**About this exercise:** From the records beneath, determine how many lines contain "they" and report only that figure.

Segment Start: Data

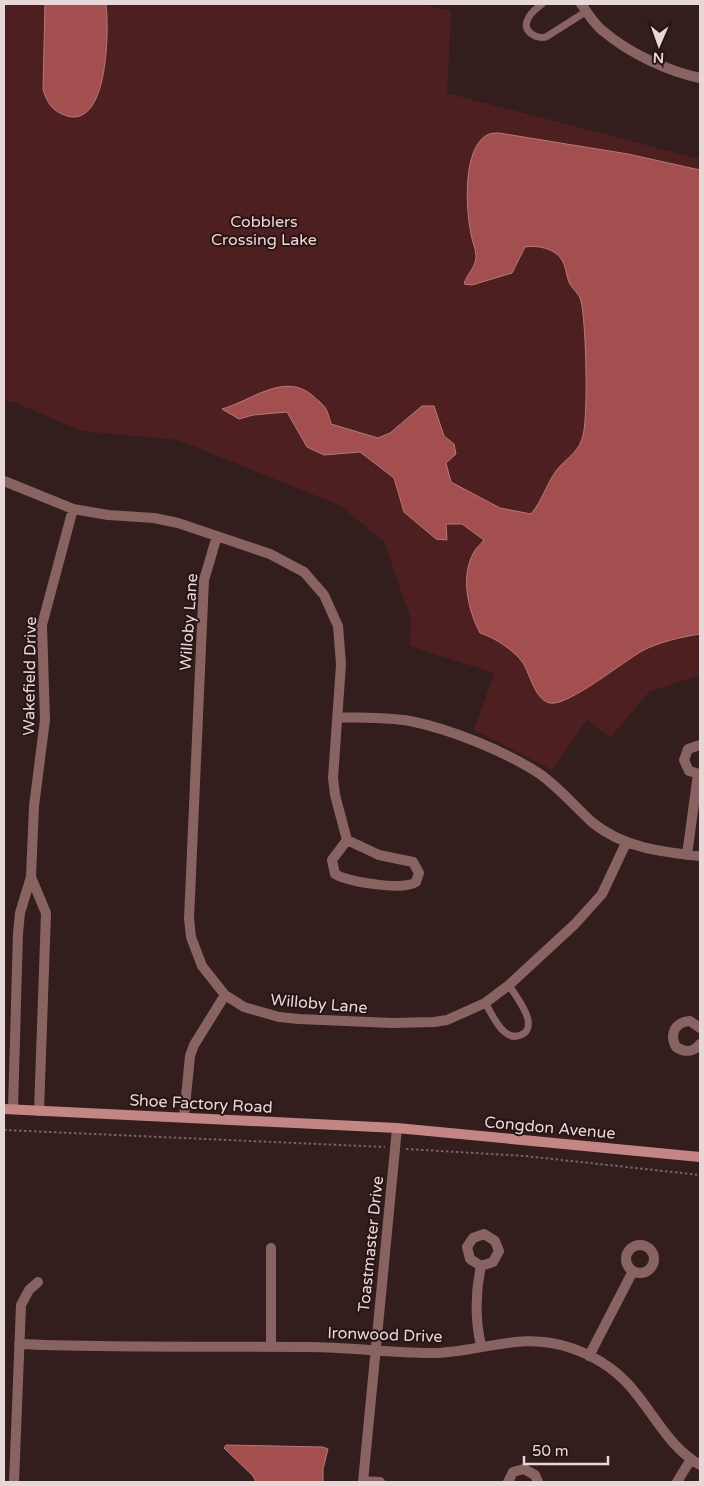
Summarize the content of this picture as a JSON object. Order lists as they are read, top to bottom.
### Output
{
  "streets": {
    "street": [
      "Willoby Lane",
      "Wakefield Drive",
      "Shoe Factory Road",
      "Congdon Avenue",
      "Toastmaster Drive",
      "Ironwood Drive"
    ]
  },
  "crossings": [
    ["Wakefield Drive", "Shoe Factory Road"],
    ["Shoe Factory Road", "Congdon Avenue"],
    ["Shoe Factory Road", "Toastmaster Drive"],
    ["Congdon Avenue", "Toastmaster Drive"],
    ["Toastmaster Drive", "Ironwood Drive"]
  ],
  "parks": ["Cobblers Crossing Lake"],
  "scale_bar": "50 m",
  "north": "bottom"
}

Segment End: Data
Segment Start: Data

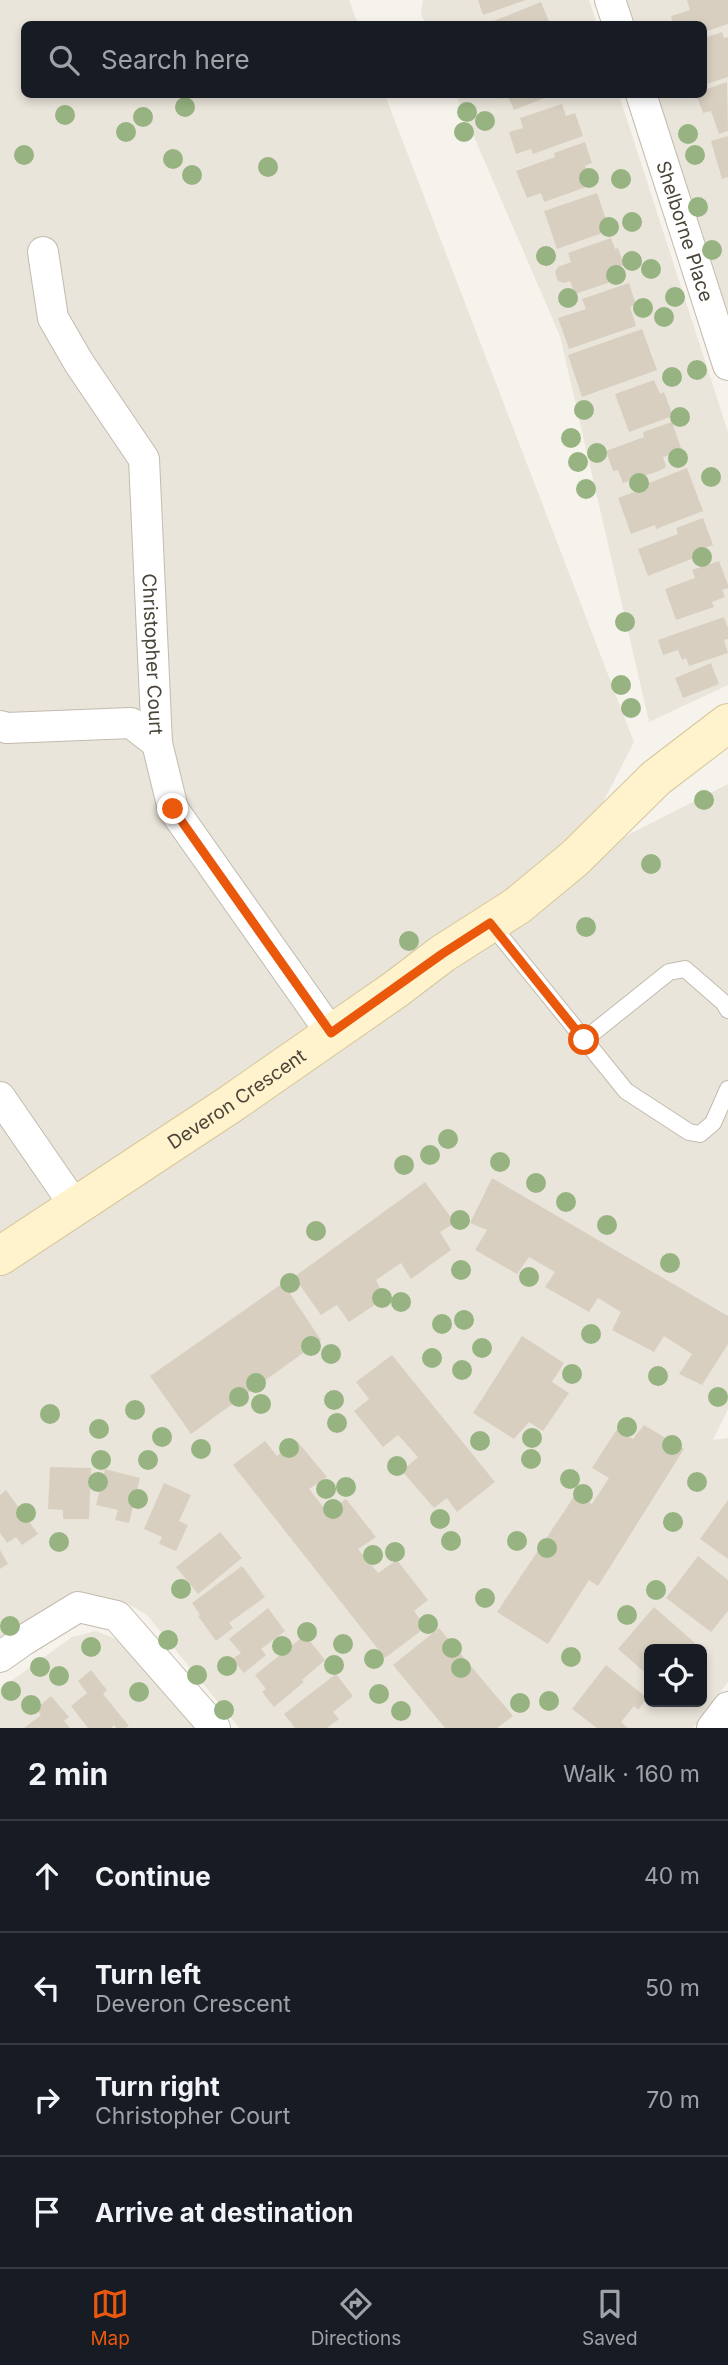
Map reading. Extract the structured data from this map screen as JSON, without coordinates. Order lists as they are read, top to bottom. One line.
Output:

Segment End: Data

**Response:** 2